Task details: Would you copy each line of the records that includes the word "family"?

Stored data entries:
↓↓↓

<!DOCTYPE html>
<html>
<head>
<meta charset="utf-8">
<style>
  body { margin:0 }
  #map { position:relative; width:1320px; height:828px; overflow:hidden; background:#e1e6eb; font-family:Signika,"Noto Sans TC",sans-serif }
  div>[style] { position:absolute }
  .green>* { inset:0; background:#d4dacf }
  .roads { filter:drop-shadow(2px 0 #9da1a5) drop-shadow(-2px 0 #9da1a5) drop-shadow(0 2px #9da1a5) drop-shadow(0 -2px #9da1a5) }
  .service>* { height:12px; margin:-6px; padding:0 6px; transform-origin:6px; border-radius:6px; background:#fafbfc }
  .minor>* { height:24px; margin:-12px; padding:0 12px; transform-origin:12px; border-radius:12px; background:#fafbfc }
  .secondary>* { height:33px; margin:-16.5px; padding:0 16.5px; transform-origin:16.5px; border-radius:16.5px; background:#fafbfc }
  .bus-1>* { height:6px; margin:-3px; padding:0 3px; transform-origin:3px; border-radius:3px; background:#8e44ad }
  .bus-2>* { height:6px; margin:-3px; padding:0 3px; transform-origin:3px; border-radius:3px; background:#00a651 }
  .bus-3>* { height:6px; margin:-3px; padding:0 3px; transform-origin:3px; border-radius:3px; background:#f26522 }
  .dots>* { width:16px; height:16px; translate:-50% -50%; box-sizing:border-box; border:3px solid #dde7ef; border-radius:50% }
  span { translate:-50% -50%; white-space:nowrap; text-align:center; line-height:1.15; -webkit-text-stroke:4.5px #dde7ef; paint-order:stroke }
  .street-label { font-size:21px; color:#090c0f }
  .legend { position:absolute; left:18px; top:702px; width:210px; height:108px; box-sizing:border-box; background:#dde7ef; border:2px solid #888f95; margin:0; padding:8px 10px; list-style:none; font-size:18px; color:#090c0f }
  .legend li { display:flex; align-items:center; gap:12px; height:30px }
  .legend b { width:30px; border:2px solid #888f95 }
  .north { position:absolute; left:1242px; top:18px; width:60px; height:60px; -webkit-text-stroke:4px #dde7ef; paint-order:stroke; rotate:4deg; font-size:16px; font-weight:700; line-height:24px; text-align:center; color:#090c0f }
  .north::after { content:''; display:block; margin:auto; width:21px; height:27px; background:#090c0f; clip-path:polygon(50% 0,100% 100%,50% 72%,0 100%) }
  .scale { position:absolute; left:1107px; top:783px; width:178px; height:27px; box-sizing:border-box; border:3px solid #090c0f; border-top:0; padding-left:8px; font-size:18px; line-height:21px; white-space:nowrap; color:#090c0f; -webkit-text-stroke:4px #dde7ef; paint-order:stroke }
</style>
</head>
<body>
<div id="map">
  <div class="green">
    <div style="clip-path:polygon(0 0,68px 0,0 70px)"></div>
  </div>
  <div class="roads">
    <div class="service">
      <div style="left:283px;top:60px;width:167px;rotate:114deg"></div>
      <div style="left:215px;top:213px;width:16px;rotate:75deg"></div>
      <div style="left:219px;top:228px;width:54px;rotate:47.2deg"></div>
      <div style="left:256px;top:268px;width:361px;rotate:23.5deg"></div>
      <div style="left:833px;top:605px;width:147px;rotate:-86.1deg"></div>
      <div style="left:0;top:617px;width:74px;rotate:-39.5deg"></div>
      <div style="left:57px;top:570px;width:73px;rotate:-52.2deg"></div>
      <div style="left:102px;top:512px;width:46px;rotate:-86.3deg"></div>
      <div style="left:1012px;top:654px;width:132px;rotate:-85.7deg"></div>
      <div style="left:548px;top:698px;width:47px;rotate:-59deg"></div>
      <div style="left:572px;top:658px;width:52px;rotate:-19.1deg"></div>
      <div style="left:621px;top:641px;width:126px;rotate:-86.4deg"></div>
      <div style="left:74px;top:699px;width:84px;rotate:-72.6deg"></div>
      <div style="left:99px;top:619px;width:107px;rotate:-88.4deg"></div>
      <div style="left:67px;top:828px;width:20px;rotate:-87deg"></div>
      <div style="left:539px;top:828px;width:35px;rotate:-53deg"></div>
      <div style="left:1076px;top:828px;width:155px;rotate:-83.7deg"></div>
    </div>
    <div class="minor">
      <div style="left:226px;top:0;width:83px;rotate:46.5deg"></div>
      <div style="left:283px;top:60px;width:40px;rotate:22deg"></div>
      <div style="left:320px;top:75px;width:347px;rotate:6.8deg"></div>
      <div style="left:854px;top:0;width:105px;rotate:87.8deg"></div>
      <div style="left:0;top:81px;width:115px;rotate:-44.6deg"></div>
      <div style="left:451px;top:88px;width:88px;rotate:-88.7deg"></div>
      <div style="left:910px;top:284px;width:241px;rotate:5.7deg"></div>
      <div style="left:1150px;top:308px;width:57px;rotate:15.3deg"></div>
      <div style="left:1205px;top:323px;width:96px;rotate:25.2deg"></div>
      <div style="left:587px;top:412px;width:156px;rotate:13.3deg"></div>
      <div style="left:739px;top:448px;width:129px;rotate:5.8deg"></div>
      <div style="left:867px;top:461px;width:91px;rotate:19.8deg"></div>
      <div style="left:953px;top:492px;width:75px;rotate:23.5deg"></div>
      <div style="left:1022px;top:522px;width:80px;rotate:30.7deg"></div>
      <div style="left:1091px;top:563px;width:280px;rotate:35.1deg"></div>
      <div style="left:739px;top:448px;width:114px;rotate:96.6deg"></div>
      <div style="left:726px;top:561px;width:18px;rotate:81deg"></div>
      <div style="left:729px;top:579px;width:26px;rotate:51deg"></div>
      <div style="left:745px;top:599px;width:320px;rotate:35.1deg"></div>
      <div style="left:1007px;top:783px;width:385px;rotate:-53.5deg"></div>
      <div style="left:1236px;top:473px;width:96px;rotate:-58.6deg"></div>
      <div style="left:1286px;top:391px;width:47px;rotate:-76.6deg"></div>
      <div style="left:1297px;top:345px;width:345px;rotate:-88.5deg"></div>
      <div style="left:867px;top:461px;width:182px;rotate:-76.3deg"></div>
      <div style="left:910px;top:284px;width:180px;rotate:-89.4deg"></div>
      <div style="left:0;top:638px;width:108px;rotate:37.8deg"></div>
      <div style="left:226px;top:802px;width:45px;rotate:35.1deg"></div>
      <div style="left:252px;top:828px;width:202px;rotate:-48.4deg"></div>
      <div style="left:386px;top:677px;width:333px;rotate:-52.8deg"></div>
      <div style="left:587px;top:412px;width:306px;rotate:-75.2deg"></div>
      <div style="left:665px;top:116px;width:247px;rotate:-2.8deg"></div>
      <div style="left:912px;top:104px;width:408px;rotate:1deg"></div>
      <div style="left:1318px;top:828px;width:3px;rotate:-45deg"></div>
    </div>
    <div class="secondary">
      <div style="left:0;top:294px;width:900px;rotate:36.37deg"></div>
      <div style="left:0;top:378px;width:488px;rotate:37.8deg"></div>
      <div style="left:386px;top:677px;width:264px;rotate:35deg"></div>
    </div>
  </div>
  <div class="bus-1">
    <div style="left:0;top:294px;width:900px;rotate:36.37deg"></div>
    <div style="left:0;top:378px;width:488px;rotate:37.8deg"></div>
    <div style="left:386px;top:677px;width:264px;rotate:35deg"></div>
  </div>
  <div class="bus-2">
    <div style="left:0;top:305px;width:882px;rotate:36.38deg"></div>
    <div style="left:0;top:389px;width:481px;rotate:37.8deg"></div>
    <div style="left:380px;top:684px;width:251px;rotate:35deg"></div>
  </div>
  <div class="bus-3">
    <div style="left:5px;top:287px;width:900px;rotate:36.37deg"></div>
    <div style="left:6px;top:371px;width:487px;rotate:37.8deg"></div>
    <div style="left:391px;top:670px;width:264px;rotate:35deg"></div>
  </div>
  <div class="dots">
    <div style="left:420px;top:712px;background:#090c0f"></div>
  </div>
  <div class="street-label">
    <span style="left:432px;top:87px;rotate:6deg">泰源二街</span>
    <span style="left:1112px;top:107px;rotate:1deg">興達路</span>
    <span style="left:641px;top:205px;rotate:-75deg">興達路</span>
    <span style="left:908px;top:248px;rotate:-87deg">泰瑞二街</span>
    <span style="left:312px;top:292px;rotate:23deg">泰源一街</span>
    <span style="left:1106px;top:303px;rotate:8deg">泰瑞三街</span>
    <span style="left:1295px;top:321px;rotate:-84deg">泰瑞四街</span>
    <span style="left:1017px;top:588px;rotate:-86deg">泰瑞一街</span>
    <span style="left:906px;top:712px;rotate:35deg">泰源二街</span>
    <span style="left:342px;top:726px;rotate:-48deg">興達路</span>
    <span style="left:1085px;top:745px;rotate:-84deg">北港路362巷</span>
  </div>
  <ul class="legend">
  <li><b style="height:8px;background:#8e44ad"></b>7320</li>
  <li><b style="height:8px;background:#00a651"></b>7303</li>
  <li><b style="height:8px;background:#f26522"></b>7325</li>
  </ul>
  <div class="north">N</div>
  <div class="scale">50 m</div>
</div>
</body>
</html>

↑↑↑
↓↓↓

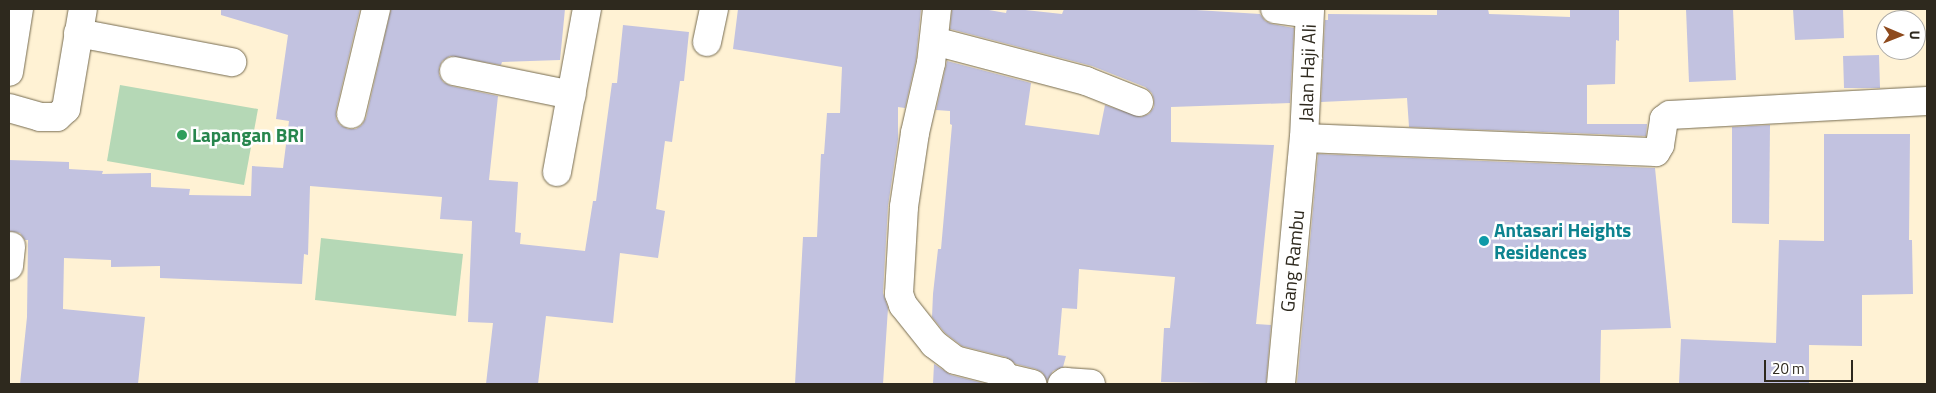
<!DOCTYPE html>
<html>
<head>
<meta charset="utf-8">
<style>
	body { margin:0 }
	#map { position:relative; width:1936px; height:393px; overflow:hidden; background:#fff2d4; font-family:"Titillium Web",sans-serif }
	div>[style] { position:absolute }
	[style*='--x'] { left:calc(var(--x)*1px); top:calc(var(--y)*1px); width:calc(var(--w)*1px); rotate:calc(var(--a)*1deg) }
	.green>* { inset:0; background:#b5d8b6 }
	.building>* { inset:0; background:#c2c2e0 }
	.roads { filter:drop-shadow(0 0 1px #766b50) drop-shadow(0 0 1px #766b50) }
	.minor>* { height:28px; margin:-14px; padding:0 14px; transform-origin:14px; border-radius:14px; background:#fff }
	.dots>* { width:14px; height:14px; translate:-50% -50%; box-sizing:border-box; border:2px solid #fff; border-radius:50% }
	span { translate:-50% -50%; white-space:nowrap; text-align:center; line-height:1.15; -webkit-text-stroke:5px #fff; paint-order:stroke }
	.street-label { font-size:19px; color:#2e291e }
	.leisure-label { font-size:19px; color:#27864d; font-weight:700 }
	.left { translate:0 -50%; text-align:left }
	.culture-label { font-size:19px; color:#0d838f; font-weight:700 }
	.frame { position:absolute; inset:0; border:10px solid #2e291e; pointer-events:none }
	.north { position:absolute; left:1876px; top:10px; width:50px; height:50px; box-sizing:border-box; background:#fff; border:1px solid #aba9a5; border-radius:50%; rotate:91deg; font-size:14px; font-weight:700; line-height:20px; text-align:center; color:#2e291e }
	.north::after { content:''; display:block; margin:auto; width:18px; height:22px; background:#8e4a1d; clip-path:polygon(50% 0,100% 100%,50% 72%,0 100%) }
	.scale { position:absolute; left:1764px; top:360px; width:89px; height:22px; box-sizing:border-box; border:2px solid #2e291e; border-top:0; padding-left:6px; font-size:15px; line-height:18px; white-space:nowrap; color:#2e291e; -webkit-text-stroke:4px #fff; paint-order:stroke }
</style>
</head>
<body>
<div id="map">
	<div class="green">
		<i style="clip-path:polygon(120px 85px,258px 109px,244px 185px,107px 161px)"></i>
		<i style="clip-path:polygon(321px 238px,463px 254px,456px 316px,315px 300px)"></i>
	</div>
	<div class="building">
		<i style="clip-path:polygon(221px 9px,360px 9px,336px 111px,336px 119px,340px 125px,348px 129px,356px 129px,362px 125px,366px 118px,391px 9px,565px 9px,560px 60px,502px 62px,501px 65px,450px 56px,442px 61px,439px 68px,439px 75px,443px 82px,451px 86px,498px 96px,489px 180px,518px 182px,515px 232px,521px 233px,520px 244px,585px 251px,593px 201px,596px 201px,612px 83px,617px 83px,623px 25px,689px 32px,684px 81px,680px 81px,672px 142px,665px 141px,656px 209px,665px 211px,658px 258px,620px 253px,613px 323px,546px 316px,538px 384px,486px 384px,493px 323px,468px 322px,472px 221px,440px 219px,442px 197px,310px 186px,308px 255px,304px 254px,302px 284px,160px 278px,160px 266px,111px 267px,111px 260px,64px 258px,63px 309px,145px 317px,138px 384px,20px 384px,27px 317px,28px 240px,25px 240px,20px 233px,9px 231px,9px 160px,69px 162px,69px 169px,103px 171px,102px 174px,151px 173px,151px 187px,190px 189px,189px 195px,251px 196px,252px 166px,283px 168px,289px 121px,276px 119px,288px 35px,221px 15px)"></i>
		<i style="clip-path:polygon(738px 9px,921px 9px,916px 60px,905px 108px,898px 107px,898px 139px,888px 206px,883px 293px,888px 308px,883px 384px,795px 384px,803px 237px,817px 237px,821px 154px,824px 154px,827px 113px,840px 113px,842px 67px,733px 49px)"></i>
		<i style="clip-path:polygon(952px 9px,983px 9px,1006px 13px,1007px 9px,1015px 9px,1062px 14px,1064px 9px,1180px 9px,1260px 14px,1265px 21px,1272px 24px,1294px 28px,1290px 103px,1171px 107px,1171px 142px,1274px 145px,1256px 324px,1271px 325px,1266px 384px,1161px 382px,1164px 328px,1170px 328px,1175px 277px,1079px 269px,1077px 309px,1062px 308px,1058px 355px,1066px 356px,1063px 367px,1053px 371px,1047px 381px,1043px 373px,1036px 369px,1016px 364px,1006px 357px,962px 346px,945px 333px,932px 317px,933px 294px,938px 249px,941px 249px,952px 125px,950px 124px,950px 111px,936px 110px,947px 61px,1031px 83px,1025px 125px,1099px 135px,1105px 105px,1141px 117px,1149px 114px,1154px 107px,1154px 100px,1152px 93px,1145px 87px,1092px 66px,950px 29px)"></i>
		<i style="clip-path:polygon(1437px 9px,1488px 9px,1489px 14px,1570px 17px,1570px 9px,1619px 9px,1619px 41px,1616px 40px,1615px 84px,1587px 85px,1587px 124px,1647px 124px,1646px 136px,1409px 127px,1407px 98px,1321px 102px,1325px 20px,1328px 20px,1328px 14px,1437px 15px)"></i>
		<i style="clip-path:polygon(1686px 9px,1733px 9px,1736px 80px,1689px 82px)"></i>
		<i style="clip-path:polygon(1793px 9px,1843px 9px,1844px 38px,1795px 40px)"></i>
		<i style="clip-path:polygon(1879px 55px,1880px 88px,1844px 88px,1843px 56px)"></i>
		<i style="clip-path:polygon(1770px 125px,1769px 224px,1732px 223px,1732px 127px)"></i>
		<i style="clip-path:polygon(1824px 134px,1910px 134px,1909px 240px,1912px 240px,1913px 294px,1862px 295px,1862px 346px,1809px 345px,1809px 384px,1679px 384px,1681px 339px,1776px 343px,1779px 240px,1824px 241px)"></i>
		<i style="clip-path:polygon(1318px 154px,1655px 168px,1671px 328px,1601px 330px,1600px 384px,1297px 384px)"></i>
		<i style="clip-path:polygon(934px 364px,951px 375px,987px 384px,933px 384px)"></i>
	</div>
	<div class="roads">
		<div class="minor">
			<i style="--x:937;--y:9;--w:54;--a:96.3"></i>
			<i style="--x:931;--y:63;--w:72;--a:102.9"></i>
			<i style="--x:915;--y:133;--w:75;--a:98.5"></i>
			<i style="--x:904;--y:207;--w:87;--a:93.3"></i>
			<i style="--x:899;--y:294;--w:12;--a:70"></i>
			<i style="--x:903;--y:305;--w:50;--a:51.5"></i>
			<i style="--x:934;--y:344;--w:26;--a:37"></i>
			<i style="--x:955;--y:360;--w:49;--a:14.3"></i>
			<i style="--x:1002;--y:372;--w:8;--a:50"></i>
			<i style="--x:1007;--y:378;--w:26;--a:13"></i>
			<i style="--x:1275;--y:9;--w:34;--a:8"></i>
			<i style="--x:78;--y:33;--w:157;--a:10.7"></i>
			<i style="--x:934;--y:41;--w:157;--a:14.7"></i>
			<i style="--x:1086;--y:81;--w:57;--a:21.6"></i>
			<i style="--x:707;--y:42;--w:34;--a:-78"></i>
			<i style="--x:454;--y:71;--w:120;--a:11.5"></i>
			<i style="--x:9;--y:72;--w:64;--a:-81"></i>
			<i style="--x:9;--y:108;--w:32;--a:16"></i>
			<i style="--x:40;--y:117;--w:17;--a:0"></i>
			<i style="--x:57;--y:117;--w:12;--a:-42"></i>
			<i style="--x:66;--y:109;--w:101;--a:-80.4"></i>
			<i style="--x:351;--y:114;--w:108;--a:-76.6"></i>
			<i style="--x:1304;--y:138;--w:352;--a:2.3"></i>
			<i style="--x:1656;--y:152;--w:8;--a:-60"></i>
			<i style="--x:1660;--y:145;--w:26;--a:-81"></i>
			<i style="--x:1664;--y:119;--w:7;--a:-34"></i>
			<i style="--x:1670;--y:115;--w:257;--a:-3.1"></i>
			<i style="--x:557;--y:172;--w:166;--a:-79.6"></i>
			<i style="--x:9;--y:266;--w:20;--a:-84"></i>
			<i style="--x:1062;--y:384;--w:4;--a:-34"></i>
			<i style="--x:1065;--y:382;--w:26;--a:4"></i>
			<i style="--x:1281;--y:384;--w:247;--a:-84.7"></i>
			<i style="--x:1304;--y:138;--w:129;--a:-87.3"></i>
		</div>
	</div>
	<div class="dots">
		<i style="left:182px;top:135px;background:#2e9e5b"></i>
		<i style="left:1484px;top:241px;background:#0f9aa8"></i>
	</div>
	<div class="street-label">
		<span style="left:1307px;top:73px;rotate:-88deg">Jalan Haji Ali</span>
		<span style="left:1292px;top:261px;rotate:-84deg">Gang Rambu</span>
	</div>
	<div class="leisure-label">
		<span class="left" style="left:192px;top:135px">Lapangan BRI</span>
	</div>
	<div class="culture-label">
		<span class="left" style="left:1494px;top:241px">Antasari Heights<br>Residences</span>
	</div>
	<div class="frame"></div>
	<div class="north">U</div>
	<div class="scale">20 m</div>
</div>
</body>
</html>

↑↑↑

Answer to this exercise:
  #map { position:relative; width:1320px; height:828px; overflow:hidden; background:#e1e6eb; font-family:Signika,"Noto Sans TC",sans-serif }
	#map { position:relative; width:1936px; height:393px; overflow:hidden; background:#fff2d4; font-family:"Titillium Web",sans-serif }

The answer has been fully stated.